• _EXERCISE_
Nothing besides a number belongs in the answer, which is how many lines of the listing contain the string "serif".

• _RECORDED INFORMATION_

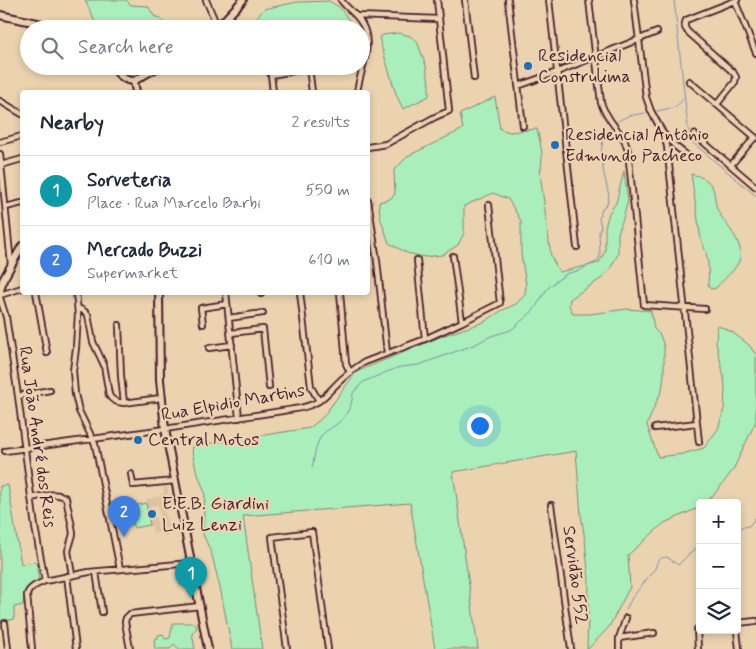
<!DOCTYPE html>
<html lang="en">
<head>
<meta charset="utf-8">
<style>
	:root { --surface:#fff; --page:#f2f2f3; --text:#1f2937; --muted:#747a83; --line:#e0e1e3; --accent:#1f6fb2 }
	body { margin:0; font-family:Mynerve,sans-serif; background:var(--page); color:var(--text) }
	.controls { position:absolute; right:15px; bottom:15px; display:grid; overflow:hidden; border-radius:5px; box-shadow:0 2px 8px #0003 }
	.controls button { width:45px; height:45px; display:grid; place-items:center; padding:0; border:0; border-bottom:1px solid var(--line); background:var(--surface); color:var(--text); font:25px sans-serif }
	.you { position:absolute; left:479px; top:425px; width:18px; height:18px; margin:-12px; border:4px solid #fff; border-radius:50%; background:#1a73e8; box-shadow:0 0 0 8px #1a73e833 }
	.badge { display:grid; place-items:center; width:32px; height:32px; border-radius:50%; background:var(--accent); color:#fff; font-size:16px; font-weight:700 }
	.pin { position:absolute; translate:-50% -41px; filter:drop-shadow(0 1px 2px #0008) }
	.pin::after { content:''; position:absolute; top:26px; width:18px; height:15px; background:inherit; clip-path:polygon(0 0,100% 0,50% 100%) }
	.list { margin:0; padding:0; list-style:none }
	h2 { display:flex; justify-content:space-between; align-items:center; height:65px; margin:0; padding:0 20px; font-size:21px }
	h2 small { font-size:16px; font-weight:400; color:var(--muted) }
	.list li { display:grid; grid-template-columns:32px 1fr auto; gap:15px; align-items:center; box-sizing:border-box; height:70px; padding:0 20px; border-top:1px solid var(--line) }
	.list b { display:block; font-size:19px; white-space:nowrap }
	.list p { margin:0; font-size:16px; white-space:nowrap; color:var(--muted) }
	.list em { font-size:16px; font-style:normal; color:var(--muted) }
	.icon { flex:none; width:28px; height:28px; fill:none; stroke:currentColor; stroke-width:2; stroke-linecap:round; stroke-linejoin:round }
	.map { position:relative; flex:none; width:756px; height:649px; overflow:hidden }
	.search { position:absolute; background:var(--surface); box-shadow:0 2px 8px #0003; left:20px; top:20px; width:350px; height:55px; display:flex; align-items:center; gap:12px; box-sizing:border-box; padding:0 18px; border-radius:28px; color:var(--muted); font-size:19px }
	.panel { position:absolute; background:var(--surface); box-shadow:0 2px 8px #0003; left:20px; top:90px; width:350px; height:205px; border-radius:5px }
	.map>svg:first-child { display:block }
	.built { fill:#dec3a1 }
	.green { fill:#aaefbb; stroke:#7a8773 }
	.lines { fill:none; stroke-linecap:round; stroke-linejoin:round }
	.stream { stroke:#7c8da9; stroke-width:1 }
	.street-casing { stroke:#4a1f2b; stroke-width:8 }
	.secondary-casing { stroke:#4a1f2b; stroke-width:10 }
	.street { stroke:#ebd3b3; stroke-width:4.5 }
	.secondary { stroke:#ebd3b3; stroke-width:6 }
	.poi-dot { fill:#1f6fb2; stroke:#ebd3b3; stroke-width:2 }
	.labels { text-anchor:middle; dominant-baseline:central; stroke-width:4.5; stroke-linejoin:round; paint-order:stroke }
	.poi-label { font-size:18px; fill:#4a1f2b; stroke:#ebd3b3; text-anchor:start }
	.street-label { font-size:18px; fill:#4a1f2b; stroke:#ebd3b3 }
</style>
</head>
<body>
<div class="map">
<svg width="756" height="649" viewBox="0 0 756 649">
	<rect width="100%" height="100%" fill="#ecd3b0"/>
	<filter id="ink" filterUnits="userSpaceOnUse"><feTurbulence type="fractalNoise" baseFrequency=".02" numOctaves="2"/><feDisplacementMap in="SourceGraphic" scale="10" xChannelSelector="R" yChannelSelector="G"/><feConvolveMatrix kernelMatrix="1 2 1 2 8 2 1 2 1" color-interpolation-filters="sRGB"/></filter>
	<g filter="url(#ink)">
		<path class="built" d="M167,486L172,510L168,511L167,506L164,507L170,535L164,536L158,505L150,506V508H154L159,533L153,534L146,499L161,496V494L164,493L163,487Z"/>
		<path class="green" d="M85,0H126L131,5L148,6L154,16L161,19L166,29H98Z
			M329,1L339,7L356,29H252L257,17L264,9L297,2Z
			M398,33L410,36L417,41L426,66L429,84V96L403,109L396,94L379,38L383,35Z
			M495,97L500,129L510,132L537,129C541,146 544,156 540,173L551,256L559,272L599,263L605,251V227L609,213L616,203L624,171L628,200L623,219L618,233V254L610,269L602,278L570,299L569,305L573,314H590L627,309L651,311L654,329L660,335L664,346V374L662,390L655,405L647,425L658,457L682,454L704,448L718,429L724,409L725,388L724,377L716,343L717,325L732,332L749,345L756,355V421L733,470L717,491L704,503H700V506L696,509L664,523L628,555L630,587L609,627L588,649H587L589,581L585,540L581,515L576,451L453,472L478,649H435L410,503L243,516L262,649H232L221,592L212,555L203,534L205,493L196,469L192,452L193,446L310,428L323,417L356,372L445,335L484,322L501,311L516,304L525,295L526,285L521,254V221L508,199L493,193L464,206V233L458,245L442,255L425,257L407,253L389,243L380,217L379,202L390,199L395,194L394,170L408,156L463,129L460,114Z
			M691,174C699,176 706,178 711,185C716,192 714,203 718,211C726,226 743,240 740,258C737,270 723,279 716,288L711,289L708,286C709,270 709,255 701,240Z
			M8,485L21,564L36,562L39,581L29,587L24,592L23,605L14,607V619L0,622V486Z
			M146,503L150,525L134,528L130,507Z
			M173,623H195L197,628L192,633L195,649H179L174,644L170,649H155L154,639L158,638V635L163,634L165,639L170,638Z"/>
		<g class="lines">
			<path class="stream" d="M674,0L689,138L692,142L756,196
				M657,111L676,107L684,98
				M618,121L628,116L645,113
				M312,468C314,459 315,448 319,440C322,432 330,429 337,424C347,416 352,406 353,393L363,382L384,373L400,367L419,365L476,344L491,336L511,330L533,311L547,289L556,281L568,273L578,271L598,261L600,254L599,232L601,226L599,219L602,209L607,204L609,196L604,174L601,155L603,138L608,129
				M737,528L749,526L756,517
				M626,609L632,598L656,567C657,559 660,558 667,557L678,565L700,544"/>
			<g class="street-casing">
				<path id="street" d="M206,0L218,28
					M341,0C347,9 357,14 362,24C374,45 360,70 357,92
					M465,0L474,78
					M508,0L523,126
					M549,0L577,247
					M589,0L601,103L604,110L610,120L624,139L628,151L644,305L705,309
					M634,0L646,97L651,111L663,133L667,146L699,442
					M735,1L756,53
					M357,16L439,19
					M270,66L273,92
					M309,67L312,92
					M271,75L322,66
					M689,81L756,138
					M518,86L557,72L657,32
					M0,101L22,114
					M717,104L735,82L736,77L733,72L688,32C684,28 684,25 686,20L737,0
					M694,134L756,187
					M666,136L675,146L689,157
					M0,142L22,136
					M368,147L386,144L435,117L449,111L437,0
					M0,154L11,264
					M1,165L22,159
					M731,165L755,137
					M368,200L377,261L387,353
					M6,207L22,203
					M453,256L462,322
					M417,260L425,339
					M36,292L47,353
					M76,292L78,314L76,348L73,371L75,394L79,411L95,444L120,569
					M226,292L239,418
					M261,292V294
					M300,292L311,387L319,401
					M340,292L346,364L350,372
					M0,295L22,288
					M0,298L6,317L18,396L35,527L45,581
					M78,308L84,311L88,315L93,342L104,365L109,395C112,401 117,402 124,403L161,398
					M229,318L263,313
					M203,324L201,308L227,304
					M119,325L121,376L124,403
					M231,333L263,329L269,387
					M209,348L232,345
					M18,396L50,390
					M655,428L697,423
					M5,451L165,429L282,411C294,409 309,408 320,400C328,394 335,385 343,378C350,372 357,366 365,362L425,339L462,322L500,303L489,205
					M131,474L133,485L175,481
					M31,498C42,496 57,491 66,498L72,527L73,534L68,551L72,575
					M551,505L571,649
					M96,572L102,612
					M67,576L76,649
					M5,623L8,649
					M737,623L756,621
					M737,630L739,649
					M619,638L654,633
					M32,649L27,595C29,587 38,584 45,581L89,572L191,563
					M130,649L125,622L126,618L130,614L200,606
					M287,649L272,537L312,532L328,649
					M619,649V638L626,618
					M698,649L697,629L700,628"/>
			</g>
			<g class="secondary-casing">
				<path id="secondary" d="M0,15L65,29
					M216,29L243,0
					M112,66C118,74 124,81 134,81
					M134,81L160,66
					M134,81L136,92
					M0,291L3,280L22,246
					M159,292L160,380L165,429L208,649"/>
			</g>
			<use href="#street" class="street"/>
			<use href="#secondary" class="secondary"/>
		</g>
	</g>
	<g class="poi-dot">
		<circle cx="528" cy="66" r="5"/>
		<circle cx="555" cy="145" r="5"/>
		<circle cx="138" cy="440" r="5"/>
		<circle cx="152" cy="514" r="5"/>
	</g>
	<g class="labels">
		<g class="poi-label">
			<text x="538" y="56">Residencial<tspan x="538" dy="21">Construlima</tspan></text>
			<text x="565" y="135">Residencial Antônio<tspan x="565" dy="21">Edmundo Pacheco</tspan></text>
			<text x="148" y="440">Central Motos</text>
			<text x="162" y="504">E.E.B. Giardini<tspan x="162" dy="21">Luiz Lenzi</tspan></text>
		</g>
		<g class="street-label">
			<text transform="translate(233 403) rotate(-10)">Rua Elpidio Martins</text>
			<text transform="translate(37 437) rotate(82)">Rua João André dos Reis</text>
			<text transform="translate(575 575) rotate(82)">Servidão 552</text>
		</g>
	</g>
</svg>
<div class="controls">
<button>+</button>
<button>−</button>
<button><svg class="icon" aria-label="layers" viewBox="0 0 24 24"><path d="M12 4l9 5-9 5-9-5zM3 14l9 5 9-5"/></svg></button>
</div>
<div class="you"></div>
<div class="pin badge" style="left:191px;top:598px;background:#0f9aa8">1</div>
<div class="pin badge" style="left:124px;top:537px;background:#3f7fe0">2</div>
<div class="search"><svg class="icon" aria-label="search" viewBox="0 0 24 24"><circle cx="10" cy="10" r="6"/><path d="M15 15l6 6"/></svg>Search here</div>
<section class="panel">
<h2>Nearby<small>2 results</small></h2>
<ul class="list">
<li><span class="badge" style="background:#0f9aa8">1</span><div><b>Sorveteria</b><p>Place · Rua Marcelo Barbi</p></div><em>550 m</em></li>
<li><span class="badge" style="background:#3f7fe0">2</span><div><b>Mercado Buzzi</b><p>Supermarket</p></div><em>610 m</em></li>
</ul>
</section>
</div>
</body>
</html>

• _SOLVED PROBLEM_
2